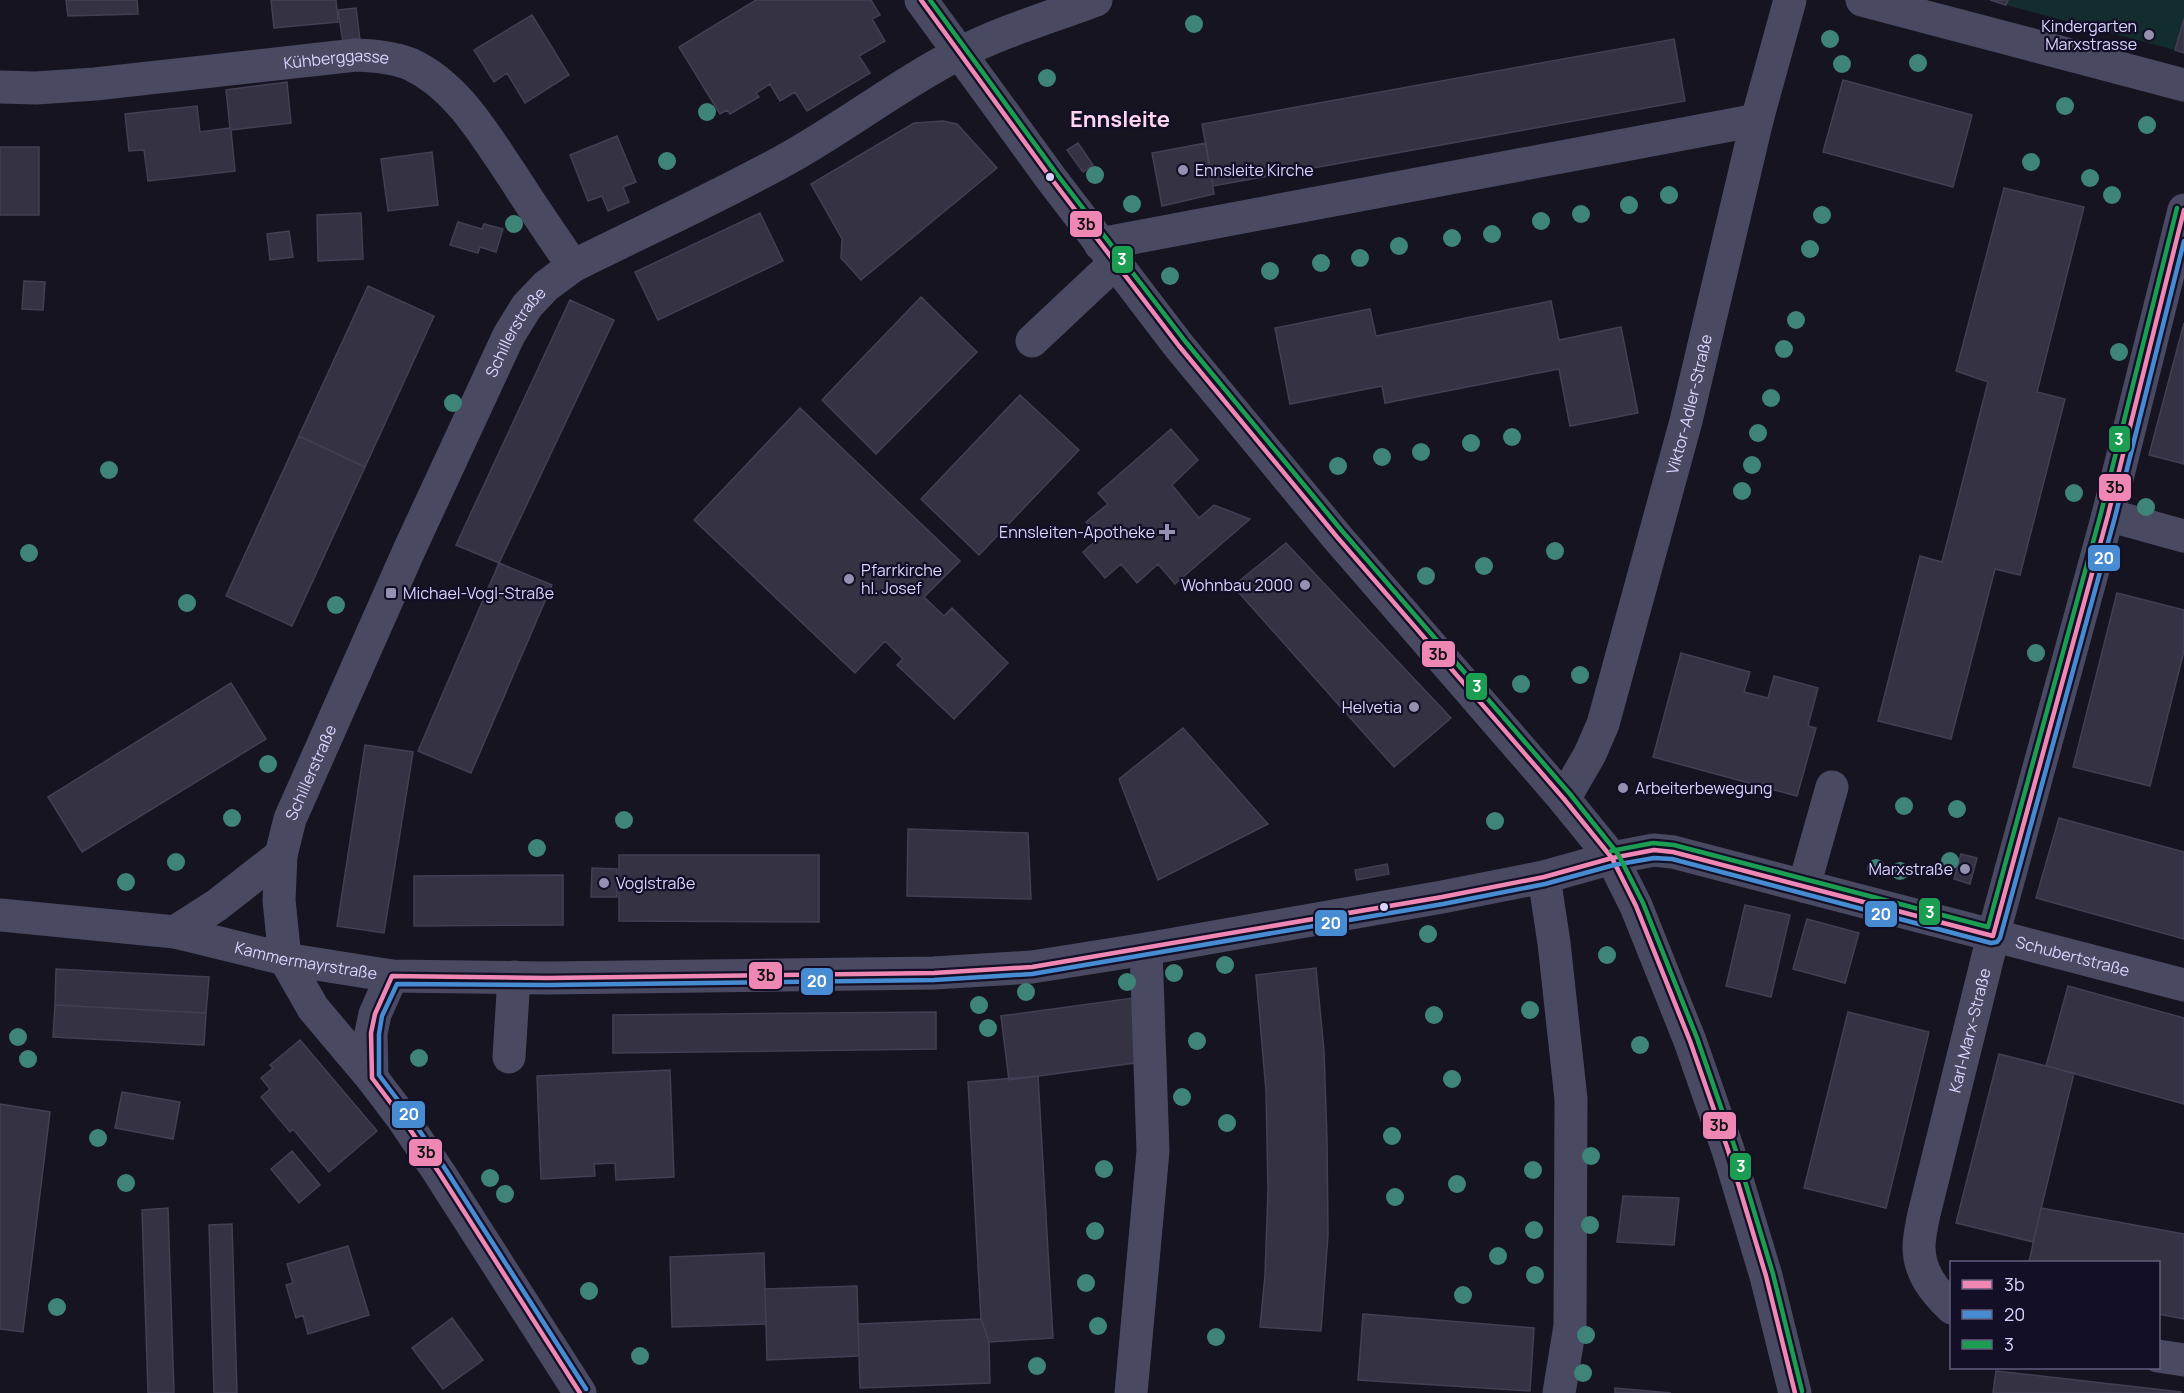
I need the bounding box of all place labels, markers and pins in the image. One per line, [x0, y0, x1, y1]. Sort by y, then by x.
place label: Kindergarten Marxstrasse [2041, 15, 2137, 55]
marker: Kindergarten Marxstrasse [2142, 28, 2156, 42]
place label: Ennsleite Kirche [1195, 159, 1314, 181]
marker: Ennsleite Kirche [1176, 163, 1190, 177]
unlabelled marker [1044, 171, 1056, 183]
place label: Ennsleiten-Apotheke [999, 521, 1155, 543]
marker: Ennsleiten-Apotheke [1160, 525, 1174, 539]
place label: Pfarrkirche hl. Josef [861, 559, 942, 599]
marker: Pfarrkirche hl. Josef [842, 572, 856, 586]
place label: Wohnbau 2000 [1181, 574, 1293, 596]
marker: Wohnbau 2000 [1298, 578, 1312, 592]
place label: Michael-Vogl-Straße [403, 582, 554, 604]
marker: Michael-Vogl-Straße [384, 586, 398, 600]
place label: Helvetia [1342, 696, 1402, 718]
marker: Helvetia [1407, 700, 1421, 714]
place label: Arbeiterbewegung [1635, 777, 1772, 799]
marker: Arbeiterbewegung [1616, 781, 1630, 795]
place label: Marxstraße [1868, 858, 1953, 880]
marker: Marxstraße [1958, 862, 1972, 876]
place label: Voglstraße [616, 872, 695, 894]
marker: Voglstraße [597, 876, 611, 890]
unlabelled marker [1378, 901, 1390, 913]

━━━━━━━━━━━━━━━━

Search the records for the word "Arbeiterbewegung". Copy every line that has it.

### Answer
place label: Arbeiterbewegung [1635, 777, 1772, 799]
marker: Arbeiterbewegung [1616, 781, 1630, 795]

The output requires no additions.